Lamb with White and Wild Rice

1 1/2 pounds boneless trimmed lamb, leg
or shoulder meat, cut and pounded into scallopini-like slices
2 tablespoons olive oil
2 sprigs fresh rosemary or 1 teaspoon dried
2 sprigs fresh thyme or 1 teaspoon dried
black pepper (freshly ground preferred)
3/4 cup packaged rice-blend containing wild,
brown and long-grain white rice
1 1/2 cups chicken stock or broth
Salt
1/2 cup fresh or thawed frozen corn kernels
1 tablespoon tomato, diced
1 tablespoon fresh parsley, chopped
Servings: 4

Cut the lamb slices into two 2-by-1-inch pieces.
Place them in a bowl, add 1 tablespoon of olive oil, the rosemary, the thyme and pepper to taste.
Toss and set aside.

In a small saucepan, combine the rice blend and the chicken stock and cook by package directions.

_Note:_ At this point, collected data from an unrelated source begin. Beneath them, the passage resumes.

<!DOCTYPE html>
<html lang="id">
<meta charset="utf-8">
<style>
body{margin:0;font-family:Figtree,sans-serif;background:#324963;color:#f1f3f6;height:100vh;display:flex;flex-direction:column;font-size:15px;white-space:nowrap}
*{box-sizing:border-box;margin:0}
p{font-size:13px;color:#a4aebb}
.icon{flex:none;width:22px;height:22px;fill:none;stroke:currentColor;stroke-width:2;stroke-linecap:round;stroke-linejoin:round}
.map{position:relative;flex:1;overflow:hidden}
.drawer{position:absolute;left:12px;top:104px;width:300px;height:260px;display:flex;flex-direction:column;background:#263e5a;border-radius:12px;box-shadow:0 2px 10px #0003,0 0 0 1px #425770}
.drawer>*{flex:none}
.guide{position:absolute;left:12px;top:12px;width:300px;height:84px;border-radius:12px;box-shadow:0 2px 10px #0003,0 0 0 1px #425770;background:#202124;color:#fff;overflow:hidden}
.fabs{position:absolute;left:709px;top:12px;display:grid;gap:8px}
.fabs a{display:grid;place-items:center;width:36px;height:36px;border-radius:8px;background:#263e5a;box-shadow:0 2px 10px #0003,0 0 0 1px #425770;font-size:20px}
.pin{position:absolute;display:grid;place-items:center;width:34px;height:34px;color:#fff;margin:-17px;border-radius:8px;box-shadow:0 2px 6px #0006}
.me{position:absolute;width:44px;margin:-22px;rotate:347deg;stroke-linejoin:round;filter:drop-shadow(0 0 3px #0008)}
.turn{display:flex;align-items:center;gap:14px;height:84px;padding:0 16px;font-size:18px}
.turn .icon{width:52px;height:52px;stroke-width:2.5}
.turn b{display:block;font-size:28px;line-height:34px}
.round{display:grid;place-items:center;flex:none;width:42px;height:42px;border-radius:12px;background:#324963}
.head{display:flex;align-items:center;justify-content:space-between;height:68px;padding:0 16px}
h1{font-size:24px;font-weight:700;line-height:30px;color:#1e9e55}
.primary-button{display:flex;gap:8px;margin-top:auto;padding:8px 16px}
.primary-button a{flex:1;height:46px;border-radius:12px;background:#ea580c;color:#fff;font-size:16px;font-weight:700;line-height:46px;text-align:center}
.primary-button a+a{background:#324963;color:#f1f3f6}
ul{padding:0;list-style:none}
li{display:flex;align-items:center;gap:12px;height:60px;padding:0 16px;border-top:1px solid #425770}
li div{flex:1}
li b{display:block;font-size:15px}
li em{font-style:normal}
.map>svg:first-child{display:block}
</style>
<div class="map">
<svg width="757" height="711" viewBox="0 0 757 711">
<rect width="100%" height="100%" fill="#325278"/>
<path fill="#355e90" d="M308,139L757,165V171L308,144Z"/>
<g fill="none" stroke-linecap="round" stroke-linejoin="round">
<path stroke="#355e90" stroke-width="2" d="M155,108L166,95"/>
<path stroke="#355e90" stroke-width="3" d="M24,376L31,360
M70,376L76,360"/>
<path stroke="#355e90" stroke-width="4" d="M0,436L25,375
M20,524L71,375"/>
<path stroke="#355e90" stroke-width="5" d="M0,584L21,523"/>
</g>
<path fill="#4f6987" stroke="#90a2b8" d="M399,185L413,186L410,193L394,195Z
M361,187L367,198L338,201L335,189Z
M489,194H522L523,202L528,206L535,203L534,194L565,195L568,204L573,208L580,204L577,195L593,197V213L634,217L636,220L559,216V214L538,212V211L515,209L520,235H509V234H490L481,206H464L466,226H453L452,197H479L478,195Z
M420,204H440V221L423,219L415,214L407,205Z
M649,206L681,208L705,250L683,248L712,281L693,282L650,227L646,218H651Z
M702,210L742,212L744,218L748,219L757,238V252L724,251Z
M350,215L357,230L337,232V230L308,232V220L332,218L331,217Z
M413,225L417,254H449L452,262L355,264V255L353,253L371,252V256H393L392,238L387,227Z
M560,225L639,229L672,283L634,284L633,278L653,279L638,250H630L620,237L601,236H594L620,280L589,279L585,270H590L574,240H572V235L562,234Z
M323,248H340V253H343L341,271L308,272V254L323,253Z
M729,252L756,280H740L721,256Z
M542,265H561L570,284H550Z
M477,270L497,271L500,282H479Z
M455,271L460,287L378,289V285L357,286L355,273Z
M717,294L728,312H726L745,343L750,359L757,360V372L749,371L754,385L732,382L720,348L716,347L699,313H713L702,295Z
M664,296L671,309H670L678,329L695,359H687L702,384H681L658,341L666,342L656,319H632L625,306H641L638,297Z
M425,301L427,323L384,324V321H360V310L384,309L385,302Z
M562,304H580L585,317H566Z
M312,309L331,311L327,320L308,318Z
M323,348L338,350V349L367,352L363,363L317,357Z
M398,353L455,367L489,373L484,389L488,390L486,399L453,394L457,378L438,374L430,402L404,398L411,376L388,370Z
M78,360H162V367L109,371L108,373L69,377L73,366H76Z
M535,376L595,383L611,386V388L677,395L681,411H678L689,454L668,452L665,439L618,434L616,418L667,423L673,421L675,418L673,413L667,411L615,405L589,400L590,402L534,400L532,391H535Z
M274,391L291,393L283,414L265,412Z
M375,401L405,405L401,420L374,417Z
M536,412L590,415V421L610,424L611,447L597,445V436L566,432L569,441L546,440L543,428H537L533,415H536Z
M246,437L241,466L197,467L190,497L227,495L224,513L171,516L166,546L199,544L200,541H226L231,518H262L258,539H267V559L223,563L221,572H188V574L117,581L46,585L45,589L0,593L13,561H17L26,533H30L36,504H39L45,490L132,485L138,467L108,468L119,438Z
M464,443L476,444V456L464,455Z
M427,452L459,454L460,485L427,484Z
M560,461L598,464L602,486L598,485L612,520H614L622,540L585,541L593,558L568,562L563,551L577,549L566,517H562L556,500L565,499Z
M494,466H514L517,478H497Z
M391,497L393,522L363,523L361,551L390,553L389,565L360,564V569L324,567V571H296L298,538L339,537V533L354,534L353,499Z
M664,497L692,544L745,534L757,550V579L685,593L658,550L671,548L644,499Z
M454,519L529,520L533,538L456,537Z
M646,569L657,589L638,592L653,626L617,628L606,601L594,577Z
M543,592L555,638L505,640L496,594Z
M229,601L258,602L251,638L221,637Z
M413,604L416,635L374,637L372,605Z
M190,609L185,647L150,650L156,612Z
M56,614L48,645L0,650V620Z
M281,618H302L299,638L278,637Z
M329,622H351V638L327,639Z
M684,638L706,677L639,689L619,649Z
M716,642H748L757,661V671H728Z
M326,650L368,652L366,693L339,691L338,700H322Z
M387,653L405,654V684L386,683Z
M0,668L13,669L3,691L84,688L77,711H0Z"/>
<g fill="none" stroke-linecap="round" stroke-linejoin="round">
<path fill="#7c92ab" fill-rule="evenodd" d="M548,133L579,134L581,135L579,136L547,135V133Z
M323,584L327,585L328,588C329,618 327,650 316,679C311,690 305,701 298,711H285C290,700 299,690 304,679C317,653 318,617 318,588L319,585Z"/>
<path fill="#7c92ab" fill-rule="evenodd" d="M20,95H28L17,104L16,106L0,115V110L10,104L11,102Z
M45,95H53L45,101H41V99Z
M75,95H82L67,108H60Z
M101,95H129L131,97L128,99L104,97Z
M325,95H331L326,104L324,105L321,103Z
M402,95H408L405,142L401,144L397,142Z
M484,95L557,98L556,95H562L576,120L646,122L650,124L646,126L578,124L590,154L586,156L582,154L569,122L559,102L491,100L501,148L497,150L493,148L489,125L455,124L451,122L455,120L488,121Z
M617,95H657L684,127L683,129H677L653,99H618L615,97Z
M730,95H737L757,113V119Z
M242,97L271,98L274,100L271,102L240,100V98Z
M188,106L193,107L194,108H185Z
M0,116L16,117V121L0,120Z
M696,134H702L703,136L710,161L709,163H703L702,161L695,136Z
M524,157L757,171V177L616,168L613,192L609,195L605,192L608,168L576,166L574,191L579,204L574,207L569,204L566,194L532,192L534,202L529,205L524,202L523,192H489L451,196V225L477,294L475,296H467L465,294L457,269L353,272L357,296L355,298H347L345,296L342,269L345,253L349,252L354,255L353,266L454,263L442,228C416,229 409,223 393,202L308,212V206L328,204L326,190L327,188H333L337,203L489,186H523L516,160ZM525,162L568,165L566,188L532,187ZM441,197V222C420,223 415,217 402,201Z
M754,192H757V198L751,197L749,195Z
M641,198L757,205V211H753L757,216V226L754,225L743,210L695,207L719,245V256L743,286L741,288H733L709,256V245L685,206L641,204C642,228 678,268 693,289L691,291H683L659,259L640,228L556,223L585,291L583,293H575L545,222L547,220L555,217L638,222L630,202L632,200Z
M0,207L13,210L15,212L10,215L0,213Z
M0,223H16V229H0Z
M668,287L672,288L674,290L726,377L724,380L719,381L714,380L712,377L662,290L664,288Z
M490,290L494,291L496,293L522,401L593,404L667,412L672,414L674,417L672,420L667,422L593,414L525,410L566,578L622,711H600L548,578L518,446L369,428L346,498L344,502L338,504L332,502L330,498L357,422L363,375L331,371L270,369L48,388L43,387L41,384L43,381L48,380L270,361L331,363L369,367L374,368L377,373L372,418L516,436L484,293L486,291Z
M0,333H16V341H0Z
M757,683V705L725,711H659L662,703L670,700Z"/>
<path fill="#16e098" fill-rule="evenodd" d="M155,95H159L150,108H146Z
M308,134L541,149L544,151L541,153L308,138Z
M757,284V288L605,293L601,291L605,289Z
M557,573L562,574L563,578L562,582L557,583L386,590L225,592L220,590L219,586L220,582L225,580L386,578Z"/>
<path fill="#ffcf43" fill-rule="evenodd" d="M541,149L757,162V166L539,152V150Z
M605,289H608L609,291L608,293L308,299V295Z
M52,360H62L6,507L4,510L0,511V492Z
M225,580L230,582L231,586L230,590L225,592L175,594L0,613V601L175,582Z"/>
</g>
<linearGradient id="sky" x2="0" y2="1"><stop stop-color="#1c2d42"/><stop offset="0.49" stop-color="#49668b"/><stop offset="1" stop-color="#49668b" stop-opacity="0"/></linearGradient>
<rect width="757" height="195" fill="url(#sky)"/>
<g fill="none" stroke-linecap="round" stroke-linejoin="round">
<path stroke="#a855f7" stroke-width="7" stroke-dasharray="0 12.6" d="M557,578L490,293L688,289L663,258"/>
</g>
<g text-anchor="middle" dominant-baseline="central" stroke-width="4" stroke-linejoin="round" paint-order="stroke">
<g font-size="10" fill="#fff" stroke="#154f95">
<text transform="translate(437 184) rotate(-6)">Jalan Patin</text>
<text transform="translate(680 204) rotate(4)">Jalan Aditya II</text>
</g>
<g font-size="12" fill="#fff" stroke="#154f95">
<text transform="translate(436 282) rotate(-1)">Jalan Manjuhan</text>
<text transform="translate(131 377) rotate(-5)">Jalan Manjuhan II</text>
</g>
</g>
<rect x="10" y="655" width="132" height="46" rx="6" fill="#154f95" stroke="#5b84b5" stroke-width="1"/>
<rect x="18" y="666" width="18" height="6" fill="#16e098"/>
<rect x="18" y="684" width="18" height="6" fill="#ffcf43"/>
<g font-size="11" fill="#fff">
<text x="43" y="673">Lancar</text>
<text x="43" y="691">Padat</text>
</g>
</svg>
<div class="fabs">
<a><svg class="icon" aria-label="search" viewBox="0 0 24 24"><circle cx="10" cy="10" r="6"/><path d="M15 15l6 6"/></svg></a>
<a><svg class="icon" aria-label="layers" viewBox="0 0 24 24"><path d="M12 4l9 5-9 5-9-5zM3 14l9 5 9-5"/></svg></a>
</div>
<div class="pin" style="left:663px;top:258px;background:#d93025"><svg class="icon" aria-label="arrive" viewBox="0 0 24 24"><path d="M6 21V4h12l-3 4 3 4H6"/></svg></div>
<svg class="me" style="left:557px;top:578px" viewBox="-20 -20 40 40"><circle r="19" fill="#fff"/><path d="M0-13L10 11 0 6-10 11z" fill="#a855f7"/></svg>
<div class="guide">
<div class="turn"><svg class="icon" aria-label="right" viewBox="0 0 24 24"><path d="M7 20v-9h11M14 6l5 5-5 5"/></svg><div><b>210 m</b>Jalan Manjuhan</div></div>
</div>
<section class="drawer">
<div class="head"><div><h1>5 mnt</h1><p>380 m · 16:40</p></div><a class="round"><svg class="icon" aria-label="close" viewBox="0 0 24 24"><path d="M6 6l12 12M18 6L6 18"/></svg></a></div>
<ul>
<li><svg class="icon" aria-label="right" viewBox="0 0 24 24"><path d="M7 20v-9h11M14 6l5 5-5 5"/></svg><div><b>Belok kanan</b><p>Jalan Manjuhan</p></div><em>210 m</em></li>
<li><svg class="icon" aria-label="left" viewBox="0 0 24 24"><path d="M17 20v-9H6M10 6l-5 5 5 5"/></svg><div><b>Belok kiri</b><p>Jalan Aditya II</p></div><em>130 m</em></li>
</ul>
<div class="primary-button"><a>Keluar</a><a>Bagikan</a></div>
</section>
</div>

When the rice is cooked, heat a wok over high heat.
When hot, add the remaining tablespoon of olive oil, then half the lamb pieces.
Stir-fry until just cooked, about 1 minute, season with salt to taste and transfer to one end of a platter.

Reheat the wok and stir-fry the remaining lamb.

Season with salt and transfer to the other end of the platter. Mound the rice  blend in the center of the platter.

Reheat the wok, add the corn and tomato; stir-fry until the corn is tender, about 1 minute.

Spoon over the rice, sprinkle with parsley and serve at once.